- [Exercise prompt]
Where a line contains "Describe this map", start there and write out that line and each one after it, word for word, through the final line of the entries; add nothing else.
────
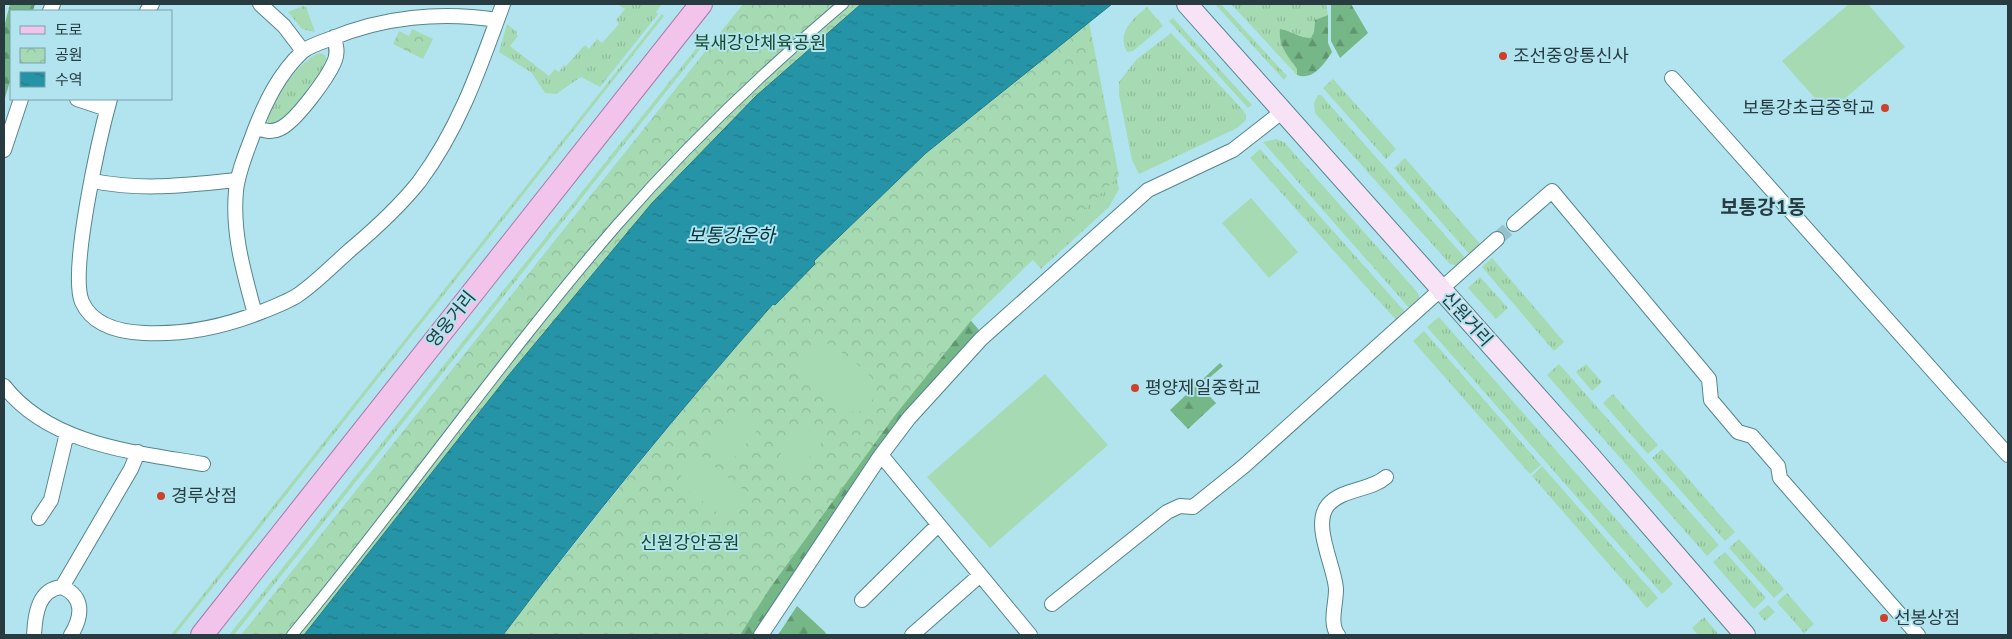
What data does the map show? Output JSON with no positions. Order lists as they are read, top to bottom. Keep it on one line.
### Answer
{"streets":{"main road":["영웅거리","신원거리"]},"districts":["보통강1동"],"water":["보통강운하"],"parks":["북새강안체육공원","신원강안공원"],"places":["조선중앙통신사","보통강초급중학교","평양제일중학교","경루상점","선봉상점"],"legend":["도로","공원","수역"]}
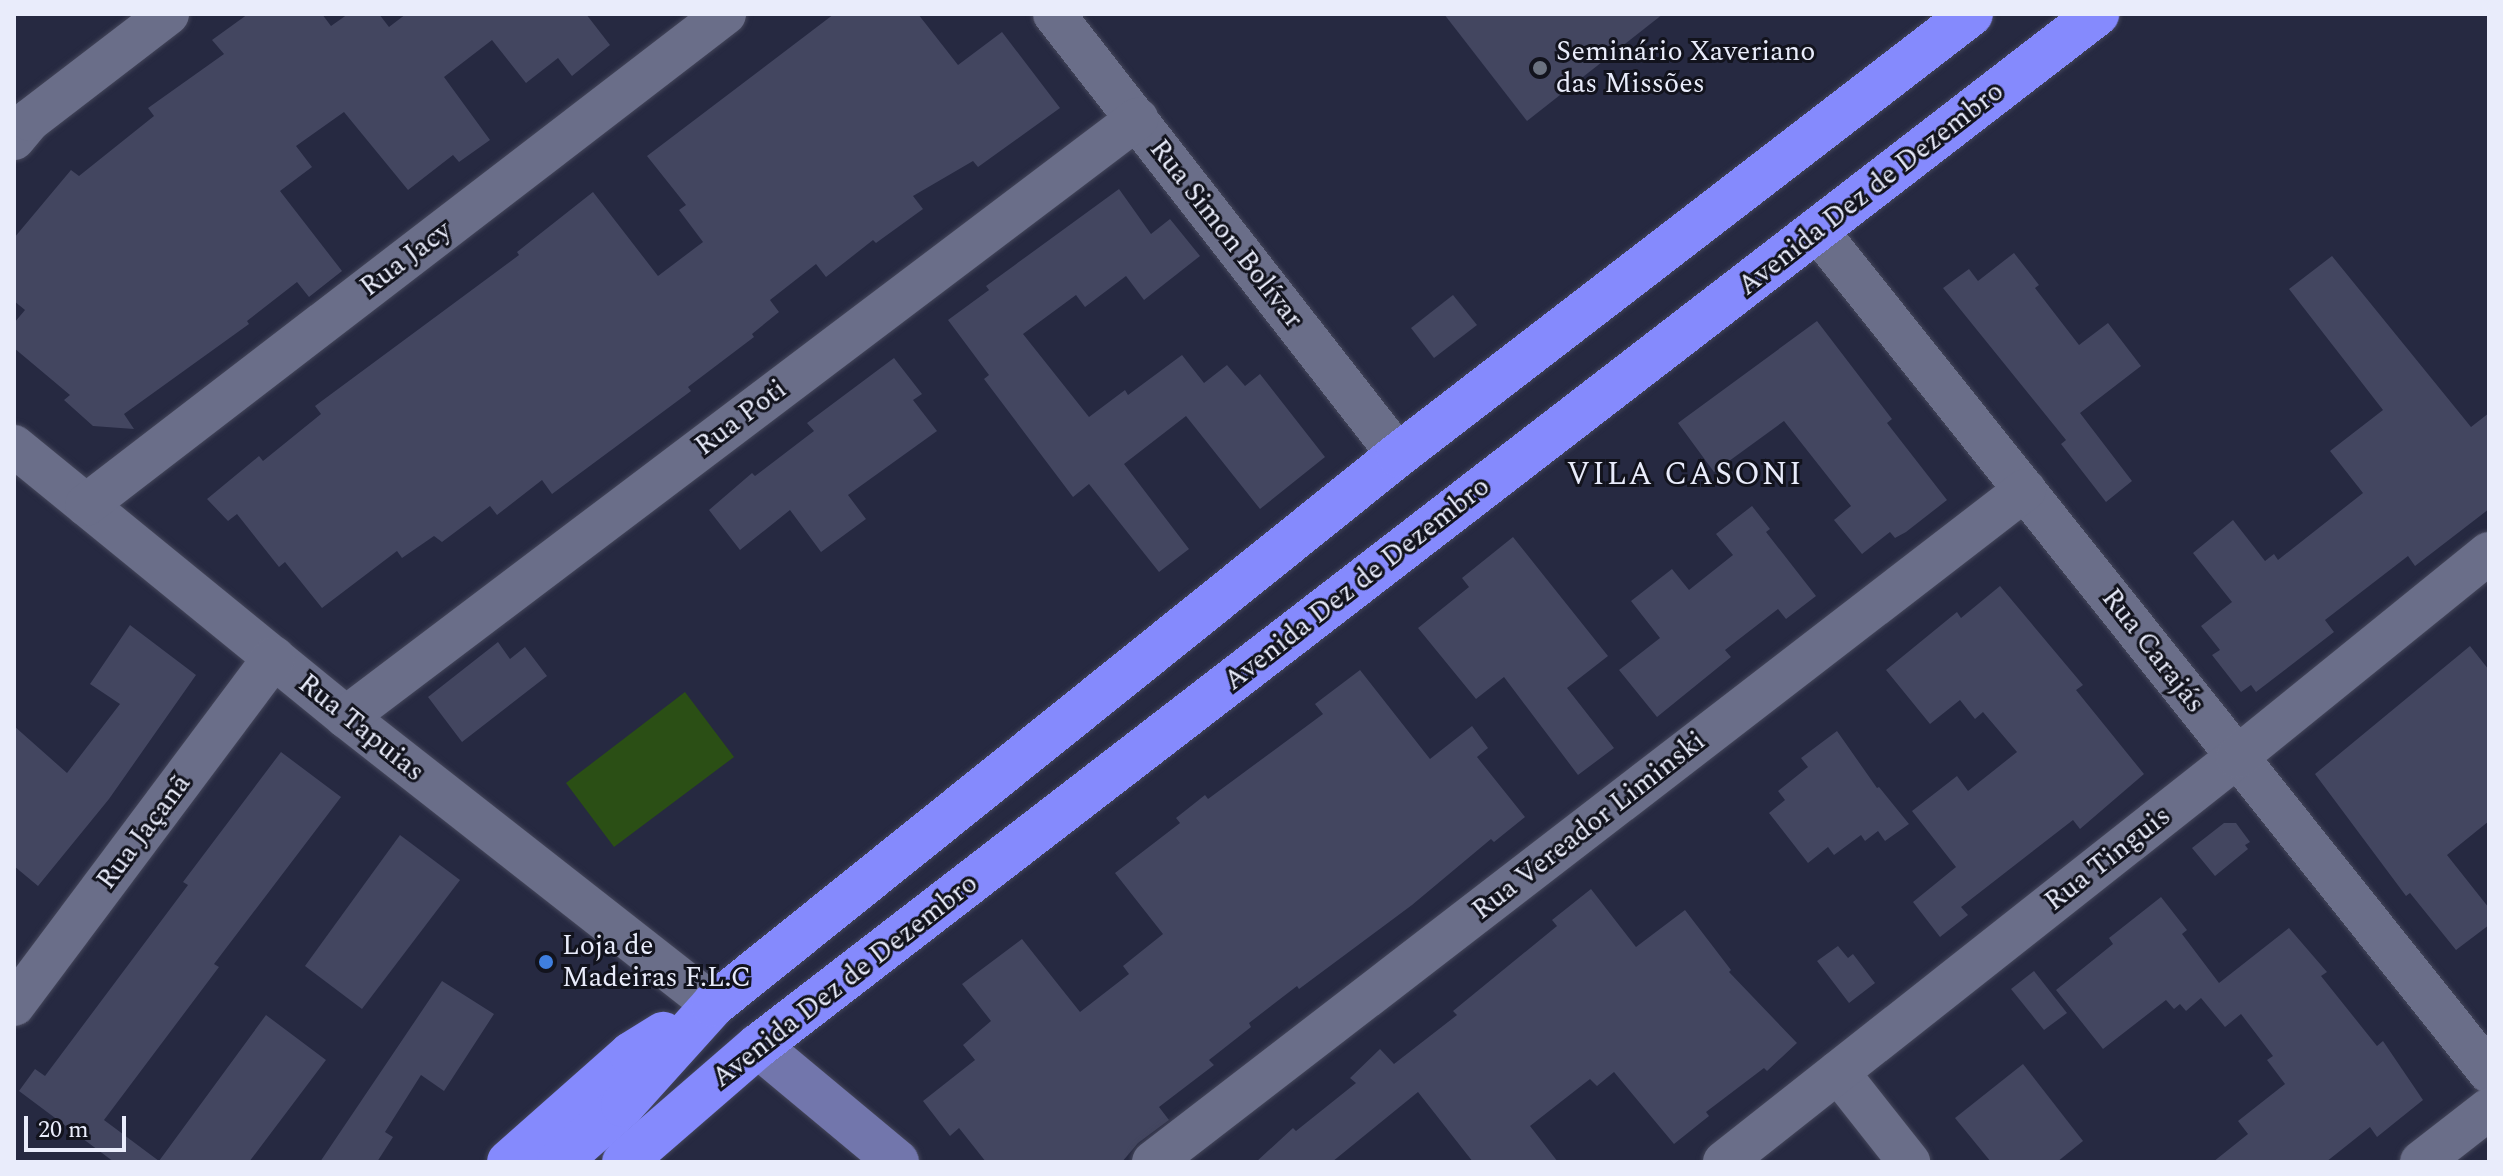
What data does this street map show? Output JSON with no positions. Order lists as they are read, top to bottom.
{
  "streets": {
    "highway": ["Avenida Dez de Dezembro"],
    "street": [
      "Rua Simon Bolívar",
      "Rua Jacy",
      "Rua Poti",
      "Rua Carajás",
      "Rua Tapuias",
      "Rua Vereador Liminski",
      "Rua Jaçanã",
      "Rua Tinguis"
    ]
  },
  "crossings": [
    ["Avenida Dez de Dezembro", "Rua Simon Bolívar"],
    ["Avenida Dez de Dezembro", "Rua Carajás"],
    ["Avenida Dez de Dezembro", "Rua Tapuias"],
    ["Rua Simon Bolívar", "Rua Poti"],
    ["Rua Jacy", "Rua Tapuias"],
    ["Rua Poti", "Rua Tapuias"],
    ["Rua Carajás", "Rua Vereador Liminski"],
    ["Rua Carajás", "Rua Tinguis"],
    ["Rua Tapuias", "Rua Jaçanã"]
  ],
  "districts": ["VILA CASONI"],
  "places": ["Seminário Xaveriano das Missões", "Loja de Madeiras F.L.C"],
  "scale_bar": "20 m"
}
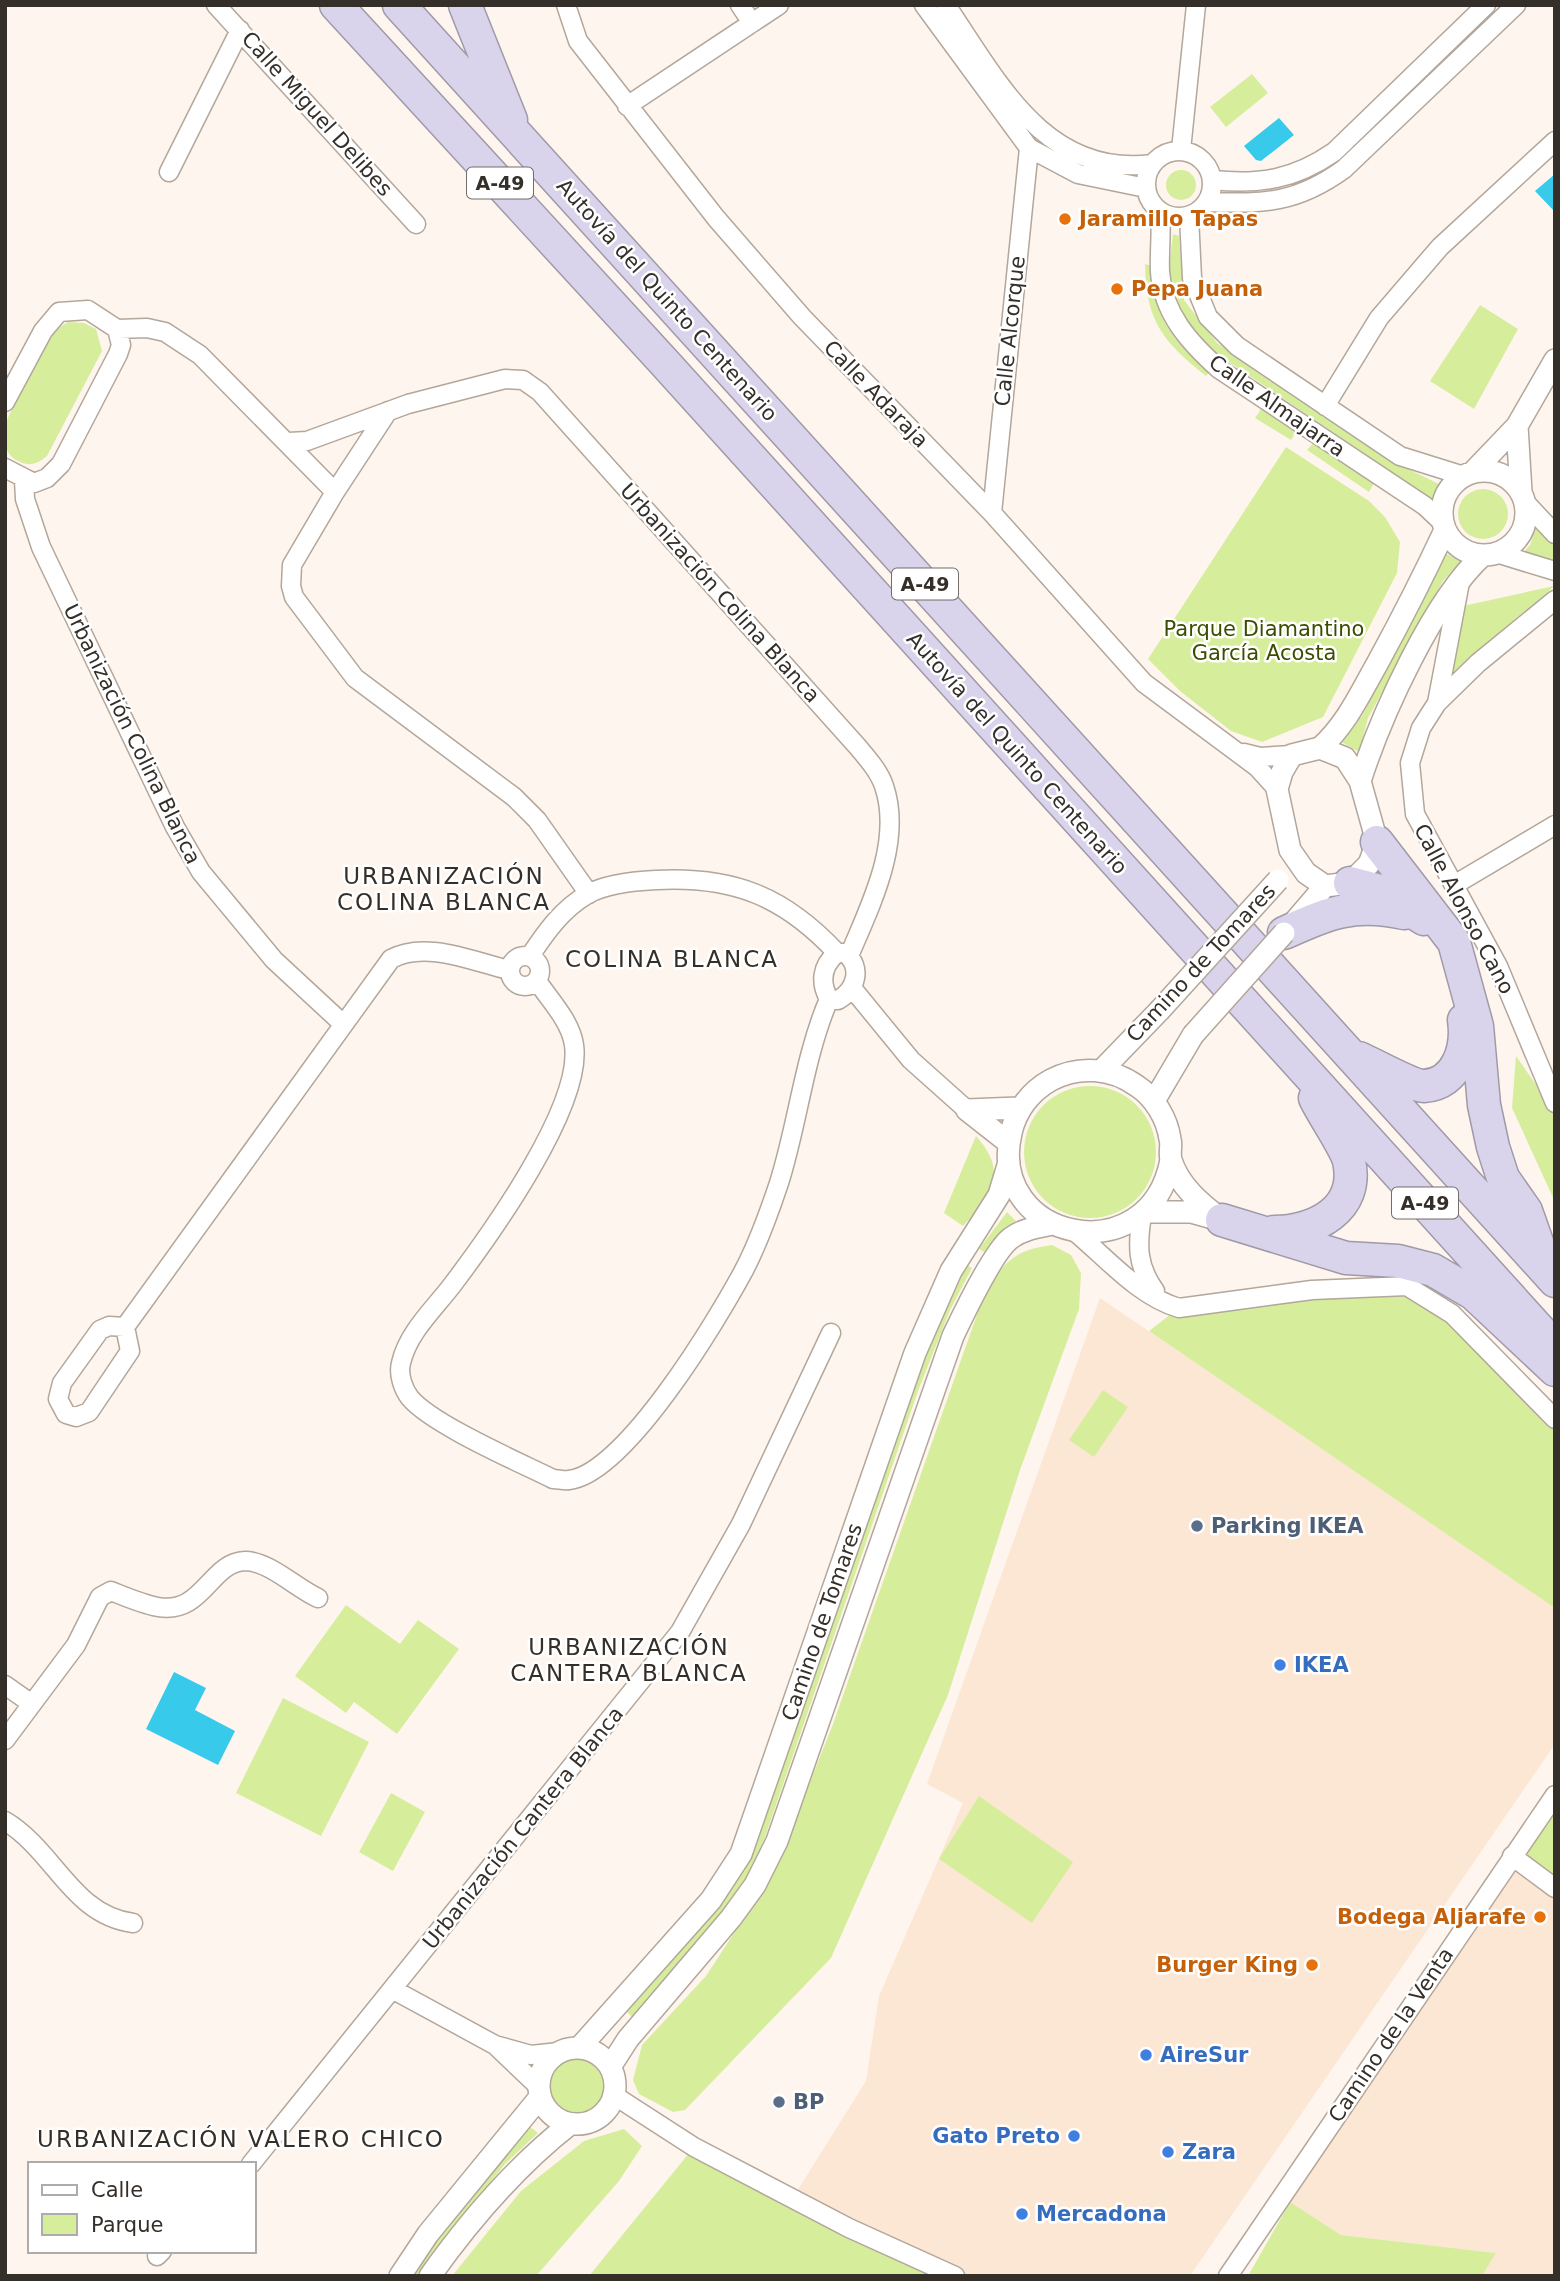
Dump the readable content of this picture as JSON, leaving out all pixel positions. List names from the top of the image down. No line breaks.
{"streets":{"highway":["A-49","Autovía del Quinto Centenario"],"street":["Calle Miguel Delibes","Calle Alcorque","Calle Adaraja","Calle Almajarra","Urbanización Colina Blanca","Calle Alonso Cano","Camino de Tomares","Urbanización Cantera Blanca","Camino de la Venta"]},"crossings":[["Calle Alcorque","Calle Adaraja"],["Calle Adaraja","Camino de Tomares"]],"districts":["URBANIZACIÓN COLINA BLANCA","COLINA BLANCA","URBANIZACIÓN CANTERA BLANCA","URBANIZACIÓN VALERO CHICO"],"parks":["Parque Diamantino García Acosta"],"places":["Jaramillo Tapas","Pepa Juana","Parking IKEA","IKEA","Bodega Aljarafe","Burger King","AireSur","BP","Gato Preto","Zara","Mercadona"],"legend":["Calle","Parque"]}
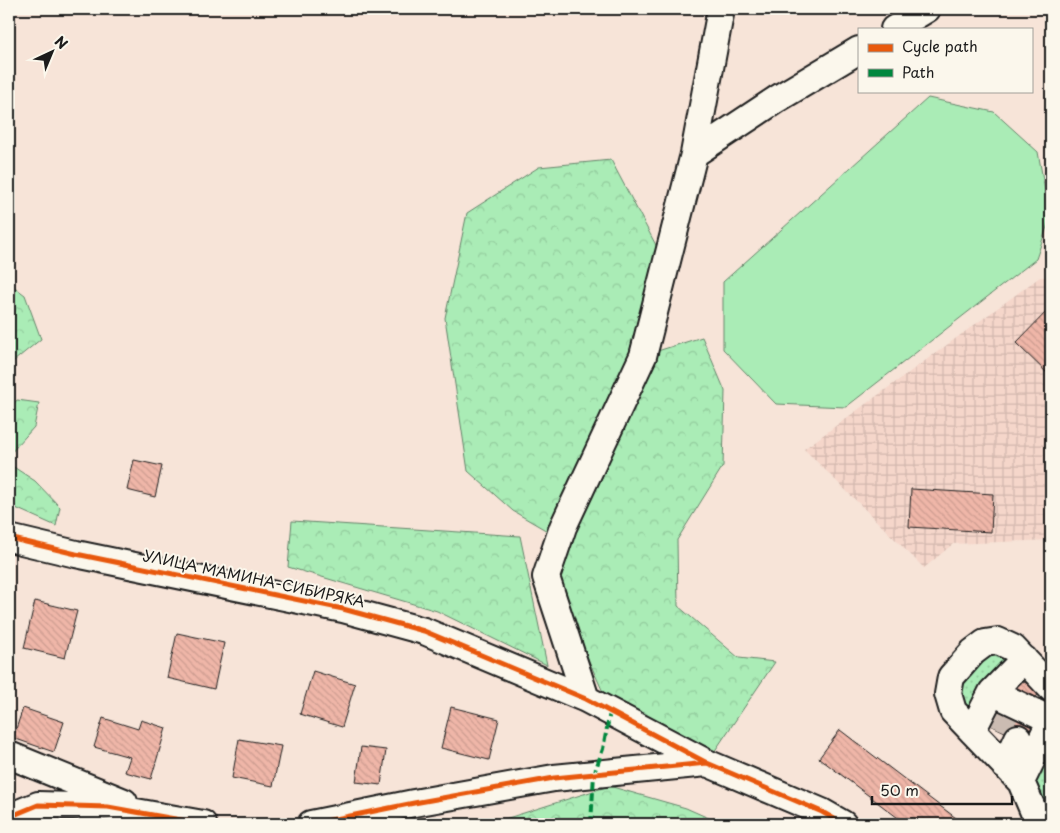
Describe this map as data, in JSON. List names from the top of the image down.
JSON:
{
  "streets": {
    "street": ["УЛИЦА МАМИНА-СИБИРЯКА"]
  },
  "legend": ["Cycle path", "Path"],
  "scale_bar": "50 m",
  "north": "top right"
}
────
- [Response for this exercise]
Describe this map as data, in JSON. List names from the top of the image down.
JSON:
{
  "streets": {
    "street": ["УЛИЦА МАМИНА-СИБИРЯКА"]
  },
  "legend": ["Cycle path", "Path"],
  "scale_bar": "50 m",
  "north": "top right"
}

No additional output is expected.